◦ For the next week I'm keeping an hour-by-hour log of my activities and feelings for therapy. Most used words so far: agitated, anxious, tense, irritable, neutral.
◦ Day After Tomorrow is now playing. Must see. Was sold out tonight when I tried on my way home from work. Maybe tomorrow morning at 11:30. Mental note to self...wake up.
◦ When my co-worker starts playing his indie band tape out loud at his desk at 4:30 afternoon on a Friday, is this a signal for me to leave? I think yes.
(Er, I meant to post this earlier, but was distracted.)
◦ Still not reading my flist. All week I've felt rootlessly restless. Still thinking of getting rid of my cable; maybe going down to the most basic non-digital plan--basically just major networks, Fox, WB, UPN. Especially compelling as I realized that if I did that, I could afford to simply buy all the shows I want to watch on DVD, one set per month or so. ... So, I have these thoughts and then four hours later after watching a movie through On Demand, I'm like: this is cool and convenient and I don't have to drive to the video rental store and why do I want to get rid of my cable again?

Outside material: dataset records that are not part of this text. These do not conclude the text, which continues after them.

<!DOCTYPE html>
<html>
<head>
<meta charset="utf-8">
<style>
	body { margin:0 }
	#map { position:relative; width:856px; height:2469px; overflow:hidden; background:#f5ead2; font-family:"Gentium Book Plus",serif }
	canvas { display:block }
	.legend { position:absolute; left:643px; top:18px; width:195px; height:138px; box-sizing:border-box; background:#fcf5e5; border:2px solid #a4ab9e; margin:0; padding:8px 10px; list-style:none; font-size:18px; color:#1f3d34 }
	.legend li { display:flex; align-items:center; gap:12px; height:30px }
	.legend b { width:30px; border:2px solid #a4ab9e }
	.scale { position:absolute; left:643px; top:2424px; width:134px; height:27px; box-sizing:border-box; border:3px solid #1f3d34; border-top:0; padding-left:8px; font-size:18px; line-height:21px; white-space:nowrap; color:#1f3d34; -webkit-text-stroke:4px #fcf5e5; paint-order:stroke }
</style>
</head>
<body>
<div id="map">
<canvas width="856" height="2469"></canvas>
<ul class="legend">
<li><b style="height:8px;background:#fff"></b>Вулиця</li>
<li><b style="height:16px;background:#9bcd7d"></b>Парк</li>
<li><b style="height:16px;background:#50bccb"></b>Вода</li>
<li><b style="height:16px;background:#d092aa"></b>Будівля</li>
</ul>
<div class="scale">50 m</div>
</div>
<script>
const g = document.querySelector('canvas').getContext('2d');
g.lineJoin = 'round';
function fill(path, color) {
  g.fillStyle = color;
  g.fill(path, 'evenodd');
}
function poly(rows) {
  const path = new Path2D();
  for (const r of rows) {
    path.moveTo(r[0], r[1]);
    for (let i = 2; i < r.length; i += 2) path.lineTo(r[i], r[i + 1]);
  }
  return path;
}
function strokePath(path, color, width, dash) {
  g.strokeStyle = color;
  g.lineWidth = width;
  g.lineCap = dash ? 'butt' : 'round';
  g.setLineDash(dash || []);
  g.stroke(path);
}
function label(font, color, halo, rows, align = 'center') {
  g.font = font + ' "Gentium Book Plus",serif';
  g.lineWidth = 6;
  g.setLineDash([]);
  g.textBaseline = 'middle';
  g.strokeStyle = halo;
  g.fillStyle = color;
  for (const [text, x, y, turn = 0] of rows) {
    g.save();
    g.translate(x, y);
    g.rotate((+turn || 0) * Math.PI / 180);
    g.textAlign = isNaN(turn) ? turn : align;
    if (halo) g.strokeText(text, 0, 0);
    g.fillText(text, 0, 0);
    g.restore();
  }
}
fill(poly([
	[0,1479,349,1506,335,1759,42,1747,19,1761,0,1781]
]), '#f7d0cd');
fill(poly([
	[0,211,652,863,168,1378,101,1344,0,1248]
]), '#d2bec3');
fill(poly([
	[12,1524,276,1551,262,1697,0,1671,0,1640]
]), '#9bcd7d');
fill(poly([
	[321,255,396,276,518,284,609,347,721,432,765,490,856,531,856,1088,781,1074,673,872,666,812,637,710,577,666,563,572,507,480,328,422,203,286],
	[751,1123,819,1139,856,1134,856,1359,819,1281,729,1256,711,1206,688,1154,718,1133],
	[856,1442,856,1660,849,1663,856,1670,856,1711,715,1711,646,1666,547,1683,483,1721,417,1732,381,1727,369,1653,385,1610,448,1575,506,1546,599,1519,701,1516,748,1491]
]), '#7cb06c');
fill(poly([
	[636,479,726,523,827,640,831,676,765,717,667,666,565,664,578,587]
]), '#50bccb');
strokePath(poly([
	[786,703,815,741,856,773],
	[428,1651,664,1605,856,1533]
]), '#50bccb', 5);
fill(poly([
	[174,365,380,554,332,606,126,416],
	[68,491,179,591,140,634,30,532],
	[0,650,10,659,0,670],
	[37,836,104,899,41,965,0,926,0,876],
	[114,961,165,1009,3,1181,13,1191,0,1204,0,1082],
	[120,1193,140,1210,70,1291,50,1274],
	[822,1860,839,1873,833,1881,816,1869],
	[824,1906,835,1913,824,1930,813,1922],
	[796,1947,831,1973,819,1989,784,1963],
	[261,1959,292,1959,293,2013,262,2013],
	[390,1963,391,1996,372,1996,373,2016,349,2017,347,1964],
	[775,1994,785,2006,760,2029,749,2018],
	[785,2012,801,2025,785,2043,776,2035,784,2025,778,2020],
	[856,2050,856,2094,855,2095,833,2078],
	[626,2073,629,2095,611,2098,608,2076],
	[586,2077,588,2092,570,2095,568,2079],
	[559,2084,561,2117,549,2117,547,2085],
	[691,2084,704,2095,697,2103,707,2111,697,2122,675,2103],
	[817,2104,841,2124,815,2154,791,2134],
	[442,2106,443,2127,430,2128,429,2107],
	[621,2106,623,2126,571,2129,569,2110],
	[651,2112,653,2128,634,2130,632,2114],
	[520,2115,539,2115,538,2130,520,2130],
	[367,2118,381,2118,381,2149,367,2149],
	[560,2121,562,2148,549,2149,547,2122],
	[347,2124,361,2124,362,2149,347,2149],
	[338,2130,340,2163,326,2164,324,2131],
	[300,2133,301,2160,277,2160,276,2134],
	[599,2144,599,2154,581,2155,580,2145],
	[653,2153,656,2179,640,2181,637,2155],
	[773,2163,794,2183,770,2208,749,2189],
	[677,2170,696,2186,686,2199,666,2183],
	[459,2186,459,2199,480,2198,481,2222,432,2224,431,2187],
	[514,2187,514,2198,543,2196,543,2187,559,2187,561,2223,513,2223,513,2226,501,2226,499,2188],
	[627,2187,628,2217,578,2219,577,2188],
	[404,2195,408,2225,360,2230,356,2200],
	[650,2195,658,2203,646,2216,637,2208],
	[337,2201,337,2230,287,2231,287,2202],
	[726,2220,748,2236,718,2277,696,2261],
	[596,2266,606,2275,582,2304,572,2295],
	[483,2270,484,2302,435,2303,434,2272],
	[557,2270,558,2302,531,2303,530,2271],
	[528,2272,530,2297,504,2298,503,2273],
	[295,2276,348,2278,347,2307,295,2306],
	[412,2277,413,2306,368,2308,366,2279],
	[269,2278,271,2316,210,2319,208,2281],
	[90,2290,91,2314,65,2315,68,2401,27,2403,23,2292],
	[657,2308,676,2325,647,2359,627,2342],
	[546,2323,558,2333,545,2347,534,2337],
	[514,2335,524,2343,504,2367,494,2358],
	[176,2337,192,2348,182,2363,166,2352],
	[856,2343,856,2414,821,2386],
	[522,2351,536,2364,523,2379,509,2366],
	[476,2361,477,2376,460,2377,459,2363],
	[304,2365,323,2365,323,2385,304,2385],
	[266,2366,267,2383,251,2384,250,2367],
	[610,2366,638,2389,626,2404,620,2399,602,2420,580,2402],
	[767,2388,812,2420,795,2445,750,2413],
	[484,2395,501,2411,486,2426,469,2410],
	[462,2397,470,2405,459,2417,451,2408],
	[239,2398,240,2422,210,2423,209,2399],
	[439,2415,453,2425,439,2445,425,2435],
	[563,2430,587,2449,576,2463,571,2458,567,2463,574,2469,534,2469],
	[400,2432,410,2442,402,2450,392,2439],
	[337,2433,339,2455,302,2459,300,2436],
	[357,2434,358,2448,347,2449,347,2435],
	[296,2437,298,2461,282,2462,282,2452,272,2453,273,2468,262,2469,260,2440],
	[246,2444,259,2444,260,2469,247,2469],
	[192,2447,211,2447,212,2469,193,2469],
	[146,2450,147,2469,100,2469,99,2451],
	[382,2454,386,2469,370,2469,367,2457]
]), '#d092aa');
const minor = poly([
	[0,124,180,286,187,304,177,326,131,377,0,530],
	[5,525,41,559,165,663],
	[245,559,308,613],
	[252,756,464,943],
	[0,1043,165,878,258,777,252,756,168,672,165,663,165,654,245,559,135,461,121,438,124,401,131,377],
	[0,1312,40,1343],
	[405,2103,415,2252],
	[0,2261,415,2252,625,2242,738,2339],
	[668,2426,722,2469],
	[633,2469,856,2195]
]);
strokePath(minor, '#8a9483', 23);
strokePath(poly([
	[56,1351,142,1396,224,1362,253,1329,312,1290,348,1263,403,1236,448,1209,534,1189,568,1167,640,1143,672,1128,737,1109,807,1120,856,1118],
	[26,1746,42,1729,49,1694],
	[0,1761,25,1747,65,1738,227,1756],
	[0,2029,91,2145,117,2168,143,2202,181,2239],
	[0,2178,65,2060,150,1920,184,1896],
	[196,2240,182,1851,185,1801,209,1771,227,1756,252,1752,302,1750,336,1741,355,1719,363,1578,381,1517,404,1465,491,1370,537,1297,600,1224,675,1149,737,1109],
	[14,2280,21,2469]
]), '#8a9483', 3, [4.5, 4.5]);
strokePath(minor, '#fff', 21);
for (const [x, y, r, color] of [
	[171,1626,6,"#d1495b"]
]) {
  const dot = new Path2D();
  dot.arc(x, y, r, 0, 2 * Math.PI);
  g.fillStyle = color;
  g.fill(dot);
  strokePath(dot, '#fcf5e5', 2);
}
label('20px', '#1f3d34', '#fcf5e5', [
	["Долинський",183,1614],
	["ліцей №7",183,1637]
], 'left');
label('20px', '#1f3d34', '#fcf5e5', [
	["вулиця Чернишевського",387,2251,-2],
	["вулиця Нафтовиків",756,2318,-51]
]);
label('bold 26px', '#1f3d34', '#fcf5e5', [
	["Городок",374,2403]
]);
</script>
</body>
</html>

◦ Just watched Timeline. And, okay, this is just me, but I thought it kicked terrific ass. I haven't been that gripped by a movie in a long time--minute to minute edge-of-the-seat tension because I had no clue what was going to happen next and even when I kind of guessed, I was still really worked up. And how hot was Gerard Butler? Answer: gyahhh, I'm burning, help, someone put me out! ...fwoosh.

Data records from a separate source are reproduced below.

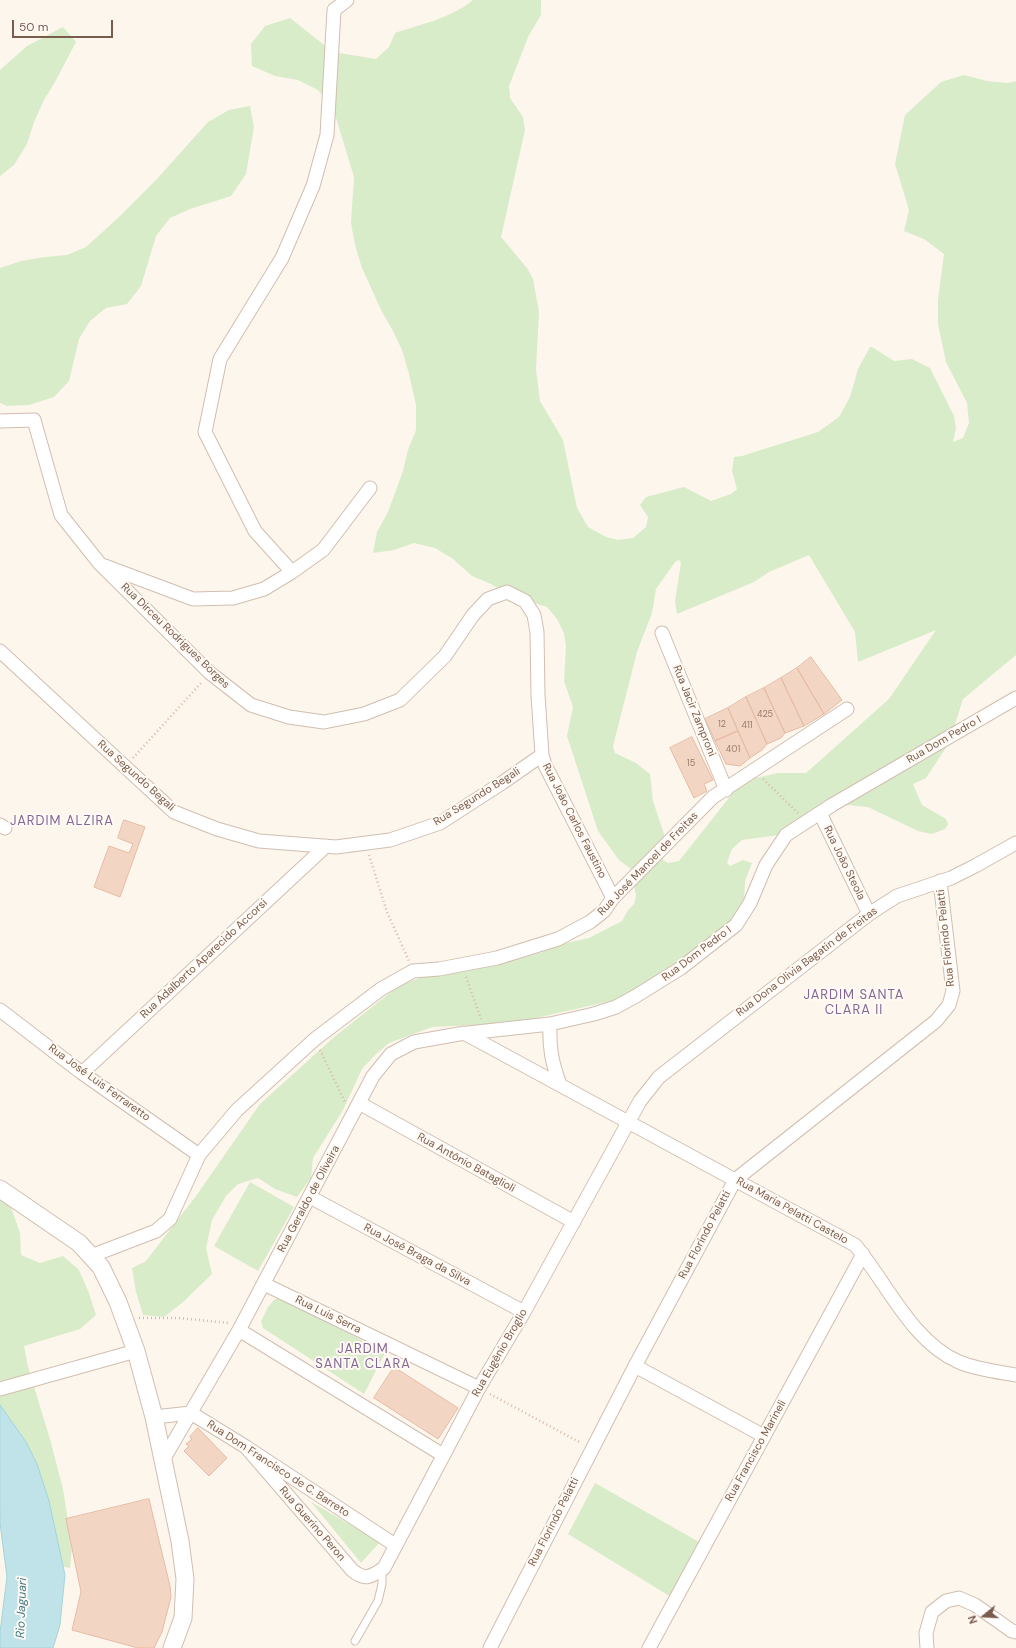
<!DOCTYPE html>
<meta charset="utf-8">
<style>
body{margin:0}
#map{position:relative;width:1016px;height:1648px;overflow:hidden;background:#fdf6ec;font-family:"DM Sans",sans-serif}
canvas{display:block}
.north{position:absolute;left:964px;top:1596px;width:40px;height:40px;-webkit-text-stroke:3px #fffaf3;paint-order:stroke;rotate:252deg;font-size:11px;font-weight:700;line-height:16px;text-align:center;color:#7a5c4d}
.north::after{content:'';display:block;margin:auto;width:14px;height:18px;background:#7a5c4d;clip-path:polygon(50% 0,100% 100%,50% 72%,0 100%)}
.scale{position:absolute;left:12px;top:20px;width:101px;height:18px;box-sizing:border-box;border:2px solid #7a5c4d;border-top:0;padding-left:5px;font-size:12px;line-height:14px;white-space:nowrap;color:#7a5c4d;-webkit-text-stroke:3px #fffaf3;paint-order:stroke}
</style>
<div id="map">
<canvas width="1016" height="1648"></canvas>
<div class="north">N</div>
<div class="scale">50 m</div>
</div>
<script>
const c = document.querySelector('canvas').getContext('2d');
c.lineJoin = 'round';
function fill(path, color) {
  c.fillStyle = color;
  c.fill(path, 'evenodd');
}
function stroke(path, color, width, dash) {
  c.strokeStyle = color;
  c.lineWidth = width;
  c.lineCap = dash ? 'butt' : 'round';
  c.setLineDash(dash || []);
  c.stroke(path);
}
function drawText(font, color, halo, rows, align = 'center') {
  c.font = font + ' "DM Sans",sans-serif';
  c.lineWidth = 4;
  c.setLineDash([]);
  c.textBaseline = 'middle';
  c.strokeStyle = halo;
  c.fillStyle = color;
  for (const [text, x, y, turn = 0] of rows) {
    c.save();
    c.translate(x, y);
    c.rotate((+turn || 0) * Math.PI / 180);
    c.textAlign = isNaN(turn) ? turn : align;
    if (halo) c.strokeText(text, 0, 0);
    c.fillText(text, 0, 0);
    c.restore();
  }
}
fill(new Path2D(`
 M473,0h68v15l-12,20 -20,51 1,12 13,19 2,13 -24,107 26,31 6,11 6,33 -3,57 4,32 23,39 14,68 11,19 18,10 12,3 15,-2 13,-11 2,-10 -8,-12 6,-8 38,-10 27,14 20,-7 6,-5 -5,-18 2,-14 8,-1 76,-24 21,-15 11,-20 8,-28 12,-22h2l22,14 18,-2 18,9 24,48 2,13 -3,13 10,-4 6,-15 -2,-20 -21,-41 -8,-38v-24l6,-46 -20,-15 -20,-8 5,-21 -14,-46 10,-49 36,-33 23,-7 23,6 21,2 8,-2v574l-53,44 -14,44 -23,35 -13,6 9,21 24,14 2,5 -3,5 -13,5 -14,-3 -50,-24 -21,-2 -29,7 -39,23 -37,5 -10,9 -5,14 3,3 13,-6 9,3 -7,18 -1,23 -11,17 -38,27 -29,24 -29,18 -22,10 -92,21 -21,3 -70,3 -43,16 -14,12 -13,14 -19,41 -30,48 -2,20 -14,19 -22,-8 -17,-11 -20,6 -12,12 -14,24 -6,28 6,26 -30,29 -18,14 -21,-2 -7,-23 -4,-24 14,-7 50,-65 64,-92 73,-66 68,-54 29,-9 65,-10 45,-12 22,-9 27,-6 33,-17 6,-11 6,-6 2,-8 -5,-27 -12,-9 -21,-29 -31,-95 6,-29 -9,-26 2,-35 -2,-13 -7,-14 -10,-12 -37,-11 -19,-12 -19,-8 -19,-17 -18,-11 -21,-5 -20,7 -21,3 4,-21 11,-20 15,-41 5,-21 8,-20v-25l-7,-31 -7,-24 -9,-19 -11,-19 -20,-44 -7,-23 -4,-22 3,-46 -21,-69 -15,-18 -20,-10 -23,-4 -23,-10 -1,-22 14,-18 25,-8 43,34 43,7 13,-12 6,-14c27,-9 56,-15 78,-33zM809,555l46,77 3,30 78,-32 -47,69 -83,74h-28l-27,6 -15,10 -57,72 -11,2 -5,-3 1,-26 -11,-33 -3,-27 -14,-11 -21,-10 -2,-7 24,-94 15,-39 4,-24 19,-27 4,-2 2,3 -6,38 2,13 77,-32 15,-10z
 M63,27l13,15 -21,40 -11,18 -10,22 -7,22 -13,21 -14,11v-106l27,-24z
 M250,106l4,21 -8,47 -15,22 -41,13 -20,9 -14,18 -15,50 -14,18 -21,4 -16,13 -11,18 -10,42 -15,16 -25,8 -22,1 -7,-3v-135l21,-7 24,-4 22,-2 19,-8 33,-30 37,-37 52,-58 21,-12z
 M250,1182l44,25 -36,64 -44,-25z
 M0,1195l12,15 8,23 1,22 19,8 23,-7 16,14 10,23 7,22 -16,14 -56,17 4,21 22,72 13,50 9,58 -2,21 -27,-6 -43,-122z
 M275,1299h11l99,54 -21,41 -101,-66 -2,-7 7,-14z
 M595,1483l104,59 -28,55 -103,-63z
 M311,1502l69,40 -19,21z`), '#d8ecc9');
const water = new Path2D(`
 M0,1405l26,37 11,22 12,37 16,74 -5,50 -7,23h-53v-16l7,-55 -7,-54z`);
fill(water, '#bfe3e8');
stroke(water, '#a5d3da', 1);
const building = new Path2D(`
 M811,657l31,43 -18,14 -27,-46z
 M797,668l27,46 -20,12 -23,-48z
 M781,678l23,48 -19,7 -21,-45z
 M764,688l21,45 -4,5 -14,6 -21,-47z
 M746,697l21,47 -5,6 -12,8 -22,-50z
 M728,708l10,23 -23,10 -10,-22z
 M738,731l12,27 -10,8 -14,-2 -11,-23z
 M692,737l21,43 -9,4 3,7 -13,7 -24,-50z
 M124,820l21,7 -25,70 -26,-10 15,-41 20,7 4,-9 -15,-6z
 M394,1367l64,41 -20,31 -64,-41z
 M198,1428l29,30 -18,18 -25,-25 5,-5 -3,-2 6,-5 -2,-2z
 M149,1499l21,87 1,11 -9,35 -8,16h-16l-66,-18 9,-38 -15,-73z`);
fill(building, '#f3d5c3');
stroke(building, '#e6bba3', 1);
const service = new Path2D(`
 M355,1641l23,-40 4,-17v-15`);
const minor = new Path2D(`
 M0,421l34,-1 27,95 39,49 110,109 41,32 38,12 35,5 40,-8 36,-14 45,-44 28,-41 15,-16 19,-7 18,9 9,14 3,17 1,63 4,60 3,10 68,133
 M105,566l88,33 40,-1 31,-9 28,-17 31,-22 47,-62
 M292,572l-37,-41 -50,-99 15,-73 62,-101 31,-72 14,-51 7,-125 13,-10
 M662,633l64,157
 M0,651l174,161 43,17 42,12 77,6 54,-7 50,-17 62,-40 40,-28
 M820,813l49,101
 M0,825l5,3
 M0,1010l82,63 117,82
 M550,1024c-1,25 2,38 10,61
 M464,1033l391,212c32,38 57,97 104,117 16,7 40,10 57,13
 M82,1073l244,-227
 M359,1103l215,119
 M310,1197l214,115
 M91,1256l65,-25 14,-12 29,-64 38,-45 78,-71 66,-50 32,-18 26,-2 58,-11 61,-19 32,-17 14,-11 9,-13 100,-101 134,-88
 M264,1284l215,104
 M239,1330l204,125
 M635,1366l129,70
 M0,1389l136,-38
 M154,1417l37,-4 55,34 149,98
 M246,1447l106,123c13,11 19,7 32,-2l95,-180 45,-76 116,-211 19,-24 210,-163 28,-18 54,-18 24,-12 41,-23
 M163,1460l76,-130 134,-254 18,-22 23,-12 45,-8 91,-10 44,-10 22,-7 20,-11 45,-28 55,-43 14,-22 16,-38 20,-30 46,-30 184,-107
 M490,1648l145,-282 100,-186 201,-159 13,-16 4,-14 -13,-110
 M649,1648l214,-394
 M927,1648l-1,-15 6,-21 14,-11 13,-3 16,7 37,26 4,1`);
const tertiary = new Path2D(`
 M0,1189l79,54 22,24 17,35 18,49 18,66 26,124 5,38 -2,39 -11,30`);
stroke(service, '#d1beb0', 9);
stroke(minor, '#d1beb0', 15);
stroke(tertiary, '#d1beb0', 19);
stroke(new Path2D(`
 M133,758l69,-76
 M763,779l35,34
 M369,855l18,57 22,49
 M466,977l15,42
 M320,1050l25,52
 M139,1318h39l52,5
 M490,1394l91,49`), '#d9b8a5', 2.5, [1, 3]);
stroke(service, '#fff', 7);
stroke(minor, '#fff', 13);
stroke(tertiary, '#fff', 17);
drawText('9px', '#987a6a', null, [
 ["425",765,715],
 ["12",722,725],
 ["411",747,726],
 ["401",733,750],
 ["15",691,764]
]);
drawText('11px', '#7a5c4d', '#fffaf3', [
 ["Rua Dirceu Rodrigues Borges",175,636,44],
 ["Rua Jacir Zamproni",694,711,68],
 ["Rua Dom Pedro I",944,740,-30],
 ["Rua Segundo Begali",136,776,42],
 ["Rua Segundo Begali",477,797,-32],
 ["Rua João Carlos Faustino",574,821,63],
 ["Rua João Steola",844,863,64],
 ["Rua José Manoel de Freitas",648,864,-46],
 ["Rua Florindo Pelatti",946,938,-96],
 ["Rua Dom Pedro I",697,954,-37],
 ["Rua Adalberto Aparecido Accorsi",204,959,-43],
 ["Rua Dona Olivia Bagatin de Freitas",807,962,-37],
 ["Rua José Luis Ferraretto",99,1083,36],
 ["Rua Antônio Bataglioli",466,1163,29],
 ["Rua Geraldo de Oliveira",309,1199,-62],
 ["Rua Maria Pelatti Castelo",792,1211,29],
 ["Rua Florindo Pelatti",705,1235,-62],
 ["Rua José Braga da Silva",417,1255,28],
 ["Rua Luis Serra",328,1315,26],
 ["Rua Eugênio Broglio",500,1353,-60],
 ["Rua Francisco Marineli",756,1451,-61],
 ["Rua Dom Francisco de C. Barreto",278,1469,33],
 ["Rua Florindo Pelatti",554,1522,-63],
 ["Rua Guerino Peron",312,1524,49]
]);
drawText('italic 12px', '#437c86', '#fffaf3', [
 ["Rio Jaguari",22,1608,-88]
]);
c.letterSpacing = '1px';
drawText('13px', '#846695', '#fffaf3', [
 ["JARDIM ALZIRA",62,822],
 ["JARDIM SANTA",854,996],
 ["CLARA II",854,1011],
 ["JARDIM",363,1350],
 ["SANTA CLARA",363,1365]
]);
c.letterSpacing = '0px';
</script>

◦ I read Saussy's Inquisition story, Pantomime. Truly lovely, very canonical in tone and style and very happy-making. My own, second story entry: still late. I think a little guilt gnome is nibbling on my toes...no, wait, it's chewed one off.
◦ I feel like I should be doing things, and I know what they are, but I'm not doing them, and I'm not doing anything else instead. I'm just kind of sitting here. My brain is a dial tone.
ETA: I reread this post and think I sound goofy. Why am I saying things like, "okay, this is just me..."? I am making all these facile, generic recommendations. What's the point? Okay, maybe someone will see this and it will tip someone a little further toward reading a book or a story or seeing a movie, but where's the *me* in all of this? It's not an issue of ego, I just want to know: is this me? Is this all I am, these dumb little strings of words?
Pointless quasi-existential questions on a Friday night.